1893. Cette même année, Jarry a contracté la grippe. Sa mère et sa sœur l’ont soigné, mais une fois rétabli, sa mère est tombée malade de la maladie et est décédée; deux ans plus tard, son père a également péri de la grippe, laissant à Jarry un petit héritage qu’il a rapidement dépensé. [5] Jarry avait entre-temps découvert les plaisirs de l’alcool, qu’il

appelait «mon herbe sacrée» ou, en se référant à l’absinthe, la «déesse verte». On raconte qu’il a déjà peint son visage en vert et qu’il a traversé la ville à vélo en son honneur (et peut-être sous son influence). Lorsqu’il a été enrôlé dans l’armée en 1894, son don pour renverser les notions a vaincu les tentatives d’inculquer la discipline militaire. La

vue du petit homme en uniforme beaucoup trop grand pour sa taille de moins de 1,50 mètre – l’armée ne délivrait pas d’uniformes assez petits – était si dérangeante qu’il était dispensé des défilés et des exercices de marche. Finalement, l’armée l’a renvoyé pour des raisons médicales. Son expérience militaire a finalement inspiré son roman Days and Nights. Père Ubu (plus tard: Ubu Roi), d’après une gravure sur bois par Alfred Jarry Jarry est retourné à Paris et s’est

appliqué à l’écriture, à la boisson et à la compagnie d’amis qui ont apprécié sa conversation spirituelle, douce et imprévisible. Cette période est marquée par son implication intense avec Rémy de Gourmont dans la publication de L’Ymagier, revue «d’art» luxueusement produite consacrée à l’analyse symbolique des estampes médiévales et populaires. Le symbolisme en tant que mouvement artistique battait son plein à cette époque, et L’Ymagier a fourni un

lien pour bon nombre de ses principaux contributeurs. La pièce de théâtre de Jarry, Caesar Antichrist (1895), s’inspire de ce mouvement pour la matière. Il s’agit d’une œuvre qui comble le fossé entre la signification symbolique sérieuse et le type d’absurdité critique auquel Jarry serait bientôt associé. Utilisant le livre biblique de l’Apocalypse comme

point de départ, César Antichrist présente un monde parallèle de symbolisme formel extrême dans lequel le Christ est ressuscité non pas comme un agent de la spiritualité mais comme un agent de l’Empire romain qui cherche à dominer la spiritualité.

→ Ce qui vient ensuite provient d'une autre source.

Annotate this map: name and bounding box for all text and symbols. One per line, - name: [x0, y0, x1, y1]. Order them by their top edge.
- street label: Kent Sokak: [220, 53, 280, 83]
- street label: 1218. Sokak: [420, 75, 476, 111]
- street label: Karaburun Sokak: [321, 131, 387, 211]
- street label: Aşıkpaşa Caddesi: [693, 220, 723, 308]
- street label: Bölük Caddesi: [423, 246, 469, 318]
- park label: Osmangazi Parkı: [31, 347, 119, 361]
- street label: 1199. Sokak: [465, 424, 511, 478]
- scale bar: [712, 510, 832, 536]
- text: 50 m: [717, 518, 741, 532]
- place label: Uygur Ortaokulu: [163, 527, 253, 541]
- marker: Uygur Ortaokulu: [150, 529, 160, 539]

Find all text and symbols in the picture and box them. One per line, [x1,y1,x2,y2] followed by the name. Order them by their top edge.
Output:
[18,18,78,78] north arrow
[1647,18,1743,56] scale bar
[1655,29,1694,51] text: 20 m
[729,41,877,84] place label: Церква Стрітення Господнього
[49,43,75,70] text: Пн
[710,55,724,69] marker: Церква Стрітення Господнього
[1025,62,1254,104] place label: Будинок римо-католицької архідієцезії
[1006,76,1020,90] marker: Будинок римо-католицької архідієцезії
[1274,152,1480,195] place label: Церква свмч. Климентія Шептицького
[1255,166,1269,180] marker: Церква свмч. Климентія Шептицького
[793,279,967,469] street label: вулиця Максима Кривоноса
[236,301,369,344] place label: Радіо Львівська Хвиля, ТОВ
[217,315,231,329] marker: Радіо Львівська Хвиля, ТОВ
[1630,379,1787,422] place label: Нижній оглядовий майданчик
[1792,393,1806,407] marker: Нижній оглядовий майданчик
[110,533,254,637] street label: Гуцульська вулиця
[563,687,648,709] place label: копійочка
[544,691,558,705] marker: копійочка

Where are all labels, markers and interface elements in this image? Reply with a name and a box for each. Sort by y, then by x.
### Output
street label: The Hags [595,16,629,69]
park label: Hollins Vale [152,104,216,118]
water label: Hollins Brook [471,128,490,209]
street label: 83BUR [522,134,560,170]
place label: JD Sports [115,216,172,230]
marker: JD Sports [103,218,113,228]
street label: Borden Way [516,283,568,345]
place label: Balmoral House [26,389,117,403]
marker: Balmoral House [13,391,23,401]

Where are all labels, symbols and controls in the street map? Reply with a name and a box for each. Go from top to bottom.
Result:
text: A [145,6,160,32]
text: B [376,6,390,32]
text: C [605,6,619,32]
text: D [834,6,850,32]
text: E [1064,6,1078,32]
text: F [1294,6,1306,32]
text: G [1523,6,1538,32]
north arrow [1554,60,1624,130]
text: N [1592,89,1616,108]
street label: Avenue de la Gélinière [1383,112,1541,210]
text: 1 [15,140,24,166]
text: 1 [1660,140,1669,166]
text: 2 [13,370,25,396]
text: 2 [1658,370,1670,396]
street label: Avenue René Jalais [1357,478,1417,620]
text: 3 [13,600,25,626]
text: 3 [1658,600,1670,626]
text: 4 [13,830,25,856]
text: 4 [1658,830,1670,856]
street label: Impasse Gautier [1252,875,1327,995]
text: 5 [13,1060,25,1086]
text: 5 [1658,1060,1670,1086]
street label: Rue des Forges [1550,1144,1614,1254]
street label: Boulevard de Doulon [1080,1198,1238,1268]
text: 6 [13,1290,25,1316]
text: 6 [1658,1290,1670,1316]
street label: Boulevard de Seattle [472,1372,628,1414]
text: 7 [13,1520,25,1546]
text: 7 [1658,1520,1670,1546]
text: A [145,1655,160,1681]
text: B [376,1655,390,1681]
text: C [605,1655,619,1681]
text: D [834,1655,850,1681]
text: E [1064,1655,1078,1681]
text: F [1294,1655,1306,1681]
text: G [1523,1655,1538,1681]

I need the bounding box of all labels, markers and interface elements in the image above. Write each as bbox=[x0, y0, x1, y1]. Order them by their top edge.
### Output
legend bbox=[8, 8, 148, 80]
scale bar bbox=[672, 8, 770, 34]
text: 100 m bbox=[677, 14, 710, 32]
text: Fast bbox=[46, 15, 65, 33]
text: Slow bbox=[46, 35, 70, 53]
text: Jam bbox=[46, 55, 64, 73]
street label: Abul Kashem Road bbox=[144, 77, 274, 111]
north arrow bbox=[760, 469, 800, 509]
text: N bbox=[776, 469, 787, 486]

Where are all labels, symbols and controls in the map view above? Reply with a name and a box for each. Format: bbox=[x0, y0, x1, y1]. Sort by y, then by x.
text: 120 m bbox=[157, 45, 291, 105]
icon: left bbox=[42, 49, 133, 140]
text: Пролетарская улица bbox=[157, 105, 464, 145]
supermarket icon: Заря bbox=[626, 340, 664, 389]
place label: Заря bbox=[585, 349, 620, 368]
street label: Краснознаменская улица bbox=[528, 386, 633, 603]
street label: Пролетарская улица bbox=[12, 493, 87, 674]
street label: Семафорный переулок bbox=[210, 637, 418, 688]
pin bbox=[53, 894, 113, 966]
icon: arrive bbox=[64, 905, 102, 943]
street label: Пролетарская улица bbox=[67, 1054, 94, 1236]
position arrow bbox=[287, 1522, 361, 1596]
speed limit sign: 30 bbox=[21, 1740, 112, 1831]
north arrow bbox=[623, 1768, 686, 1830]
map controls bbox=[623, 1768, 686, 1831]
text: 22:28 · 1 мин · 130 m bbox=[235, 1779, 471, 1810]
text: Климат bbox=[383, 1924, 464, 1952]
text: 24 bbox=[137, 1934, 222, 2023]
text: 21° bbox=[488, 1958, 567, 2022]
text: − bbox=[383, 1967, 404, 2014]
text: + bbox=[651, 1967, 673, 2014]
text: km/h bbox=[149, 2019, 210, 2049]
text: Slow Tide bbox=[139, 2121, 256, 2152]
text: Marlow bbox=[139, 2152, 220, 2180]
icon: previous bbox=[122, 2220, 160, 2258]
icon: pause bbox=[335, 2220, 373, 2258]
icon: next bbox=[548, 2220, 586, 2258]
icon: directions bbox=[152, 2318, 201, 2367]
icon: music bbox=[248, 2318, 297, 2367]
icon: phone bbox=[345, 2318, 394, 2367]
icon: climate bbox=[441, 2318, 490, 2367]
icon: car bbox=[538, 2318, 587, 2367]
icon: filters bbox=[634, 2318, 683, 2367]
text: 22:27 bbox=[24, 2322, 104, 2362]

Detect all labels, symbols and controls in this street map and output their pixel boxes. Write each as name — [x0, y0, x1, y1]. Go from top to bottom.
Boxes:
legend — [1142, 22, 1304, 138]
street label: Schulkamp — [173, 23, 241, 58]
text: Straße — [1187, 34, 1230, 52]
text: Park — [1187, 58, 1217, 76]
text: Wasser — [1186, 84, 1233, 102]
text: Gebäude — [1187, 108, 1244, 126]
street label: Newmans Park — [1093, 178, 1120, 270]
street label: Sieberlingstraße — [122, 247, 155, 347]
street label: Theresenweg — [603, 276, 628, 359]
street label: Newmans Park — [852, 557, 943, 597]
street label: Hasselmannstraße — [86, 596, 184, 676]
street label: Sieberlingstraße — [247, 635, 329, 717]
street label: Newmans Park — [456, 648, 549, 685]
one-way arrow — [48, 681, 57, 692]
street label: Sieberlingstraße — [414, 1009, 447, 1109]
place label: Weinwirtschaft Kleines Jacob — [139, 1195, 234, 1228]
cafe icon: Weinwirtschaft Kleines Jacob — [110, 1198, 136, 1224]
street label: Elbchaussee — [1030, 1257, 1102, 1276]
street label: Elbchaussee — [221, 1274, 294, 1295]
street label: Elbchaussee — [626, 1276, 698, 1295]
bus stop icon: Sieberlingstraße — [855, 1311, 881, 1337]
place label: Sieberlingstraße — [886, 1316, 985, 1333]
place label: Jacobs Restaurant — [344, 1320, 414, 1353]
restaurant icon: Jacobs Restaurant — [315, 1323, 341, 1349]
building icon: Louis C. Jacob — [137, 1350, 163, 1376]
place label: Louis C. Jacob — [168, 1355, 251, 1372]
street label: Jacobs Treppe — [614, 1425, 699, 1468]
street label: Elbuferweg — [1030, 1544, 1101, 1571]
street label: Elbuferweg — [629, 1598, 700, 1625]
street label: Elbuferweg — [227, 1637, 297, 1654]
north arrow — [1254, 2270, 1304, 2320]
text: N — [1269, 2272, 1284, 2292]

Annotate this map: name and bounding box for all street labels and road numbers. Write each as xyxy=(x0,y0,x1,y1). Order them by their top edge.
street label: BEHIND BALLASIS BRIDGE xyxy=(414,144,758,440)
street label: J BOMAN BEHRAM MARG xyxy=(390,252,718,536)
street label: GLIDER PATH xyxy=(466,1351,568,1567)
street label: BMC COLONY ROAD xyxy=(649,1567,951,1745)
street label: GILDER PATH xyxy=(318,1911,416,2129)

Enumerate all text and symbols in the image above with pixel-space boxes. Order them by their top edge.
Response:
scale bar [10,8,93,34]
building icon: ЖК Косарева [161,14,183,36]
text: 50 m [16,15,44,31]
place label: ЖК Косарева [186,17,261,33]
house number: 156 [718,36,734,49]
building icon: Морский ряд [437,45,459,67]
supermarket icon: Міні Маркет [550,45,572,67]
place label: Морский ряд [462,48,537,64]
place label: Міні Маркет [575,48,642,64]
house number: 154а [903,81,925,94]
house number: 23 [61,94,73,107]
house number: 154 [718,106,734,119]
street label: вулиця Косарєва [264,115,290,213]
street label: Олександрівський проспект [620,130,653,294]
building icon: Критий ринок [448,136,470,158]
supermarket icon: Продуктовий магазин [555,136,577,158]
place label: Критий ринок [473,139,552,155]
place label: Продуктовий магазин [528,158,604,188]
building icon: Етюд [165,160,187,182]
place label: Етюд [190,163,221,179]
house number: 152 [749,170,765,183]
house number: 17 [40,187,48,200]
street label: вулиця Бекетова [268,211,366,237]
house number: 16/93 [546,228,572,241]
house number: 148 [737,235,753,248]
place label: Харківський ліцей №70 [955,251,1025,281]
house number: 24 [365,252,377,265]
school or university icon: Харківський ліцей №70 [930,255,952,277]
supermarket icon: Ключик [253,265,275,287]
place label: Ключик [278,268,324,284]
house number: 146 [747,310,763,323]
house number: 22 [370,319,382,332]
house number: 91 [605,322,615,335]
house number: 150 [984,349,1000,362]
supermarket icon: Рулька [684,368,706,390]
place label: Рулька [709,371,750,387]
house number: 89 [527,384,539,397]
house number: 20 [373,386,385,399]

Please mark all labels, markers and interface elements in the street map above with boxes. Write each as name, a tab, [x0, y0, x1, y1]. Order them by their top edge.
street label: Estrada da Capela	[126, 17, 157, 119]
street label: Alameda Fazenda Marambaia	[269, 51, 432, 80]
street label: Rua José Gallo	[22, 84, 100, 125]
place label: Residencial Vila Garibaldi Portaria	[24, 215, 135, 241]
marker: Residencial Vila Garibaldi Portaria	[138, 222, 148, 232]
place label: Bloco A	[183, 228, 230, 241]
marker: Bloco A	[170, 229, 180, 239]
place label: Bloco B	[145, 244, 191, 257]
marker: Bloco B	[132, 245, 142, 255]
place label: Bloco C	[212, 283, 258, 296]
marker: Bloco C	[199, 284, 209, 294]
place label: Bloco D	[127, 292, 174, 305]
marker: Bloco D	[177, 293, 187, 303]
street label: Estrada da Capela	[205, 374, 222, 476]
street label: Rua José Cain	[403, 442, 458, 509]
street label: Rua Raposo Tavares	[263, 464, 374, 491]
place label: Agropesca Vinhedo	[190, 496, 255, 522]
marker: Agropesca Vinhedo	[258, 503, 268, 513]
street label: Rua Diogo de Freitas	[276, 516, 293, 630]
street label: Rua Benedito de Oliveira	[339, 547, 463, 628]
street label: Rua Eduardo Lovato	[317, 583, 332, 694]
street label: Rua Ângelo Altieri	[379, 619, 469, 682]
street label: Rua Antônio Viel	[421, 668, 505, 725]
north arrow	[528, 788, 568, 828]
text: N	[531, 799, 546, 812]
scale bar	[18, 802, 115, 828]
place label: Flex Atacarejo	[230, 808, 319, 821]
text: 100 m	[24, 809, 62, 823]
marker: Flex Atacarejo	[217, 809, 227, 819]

C’est un récit unique qui relie efficacement la domination de l’âme aux avancées contemporaines dans le domaine de l’égyptologie telles que la fouille de 1894 de la palette Narmer, un ancien artefact utilisé pour situer le

rébus dans l’herméneutique. Le personnage Ubu Roi apparaît pour la première fois dans cette pièce [6]. Jarry (à gauche) et Alfred Vallette, rédacteur en chef de la revue littéraire Mercure de France. Vallette a accueilli une présentation d’Ubu Roi dans la maison de Vallette en 1894. Le printemps 1896 voit la publication, dans la revue Le Livre d’art de Paul Fort, de la pièce en 5 actes de Jarry, Ubu Roi, le Les Polonais réécrit et agrandi de ses jours

d’école. L’humour sauvage et l’absurdité monstrueuse d’Ubu Roi, à la différence de tout ce qui a été joué jusqu’ici dans le théâtre français, semblaient peu susceptibles d’être joués sur scène. Mais l’impétueux metteur en scène Aurélien-Marie Lugné-Poe a pris le risque en produisant la pièce dans son Théâtre de l’Œuvre. Lors de la soirée d’ouverture (10 décembre 1896), avec les traditionalistes et l’avant-garde dans le public, le roi Ubu (joué par Firmin

Gémier) s’avança et entonna le mot d’ouverture «Merdre! (souvent traduit par « Pshit » ou « Shittr! » en anglais). Un quart d’heure de pandémonium s’ensuivit: cris indignés, huée et sifflement des parties offensées, contrés par les acclamations et les applaudissements du contingent plus dégénéré. Ces interruptions se sont poursuivies tout au long de la soirée.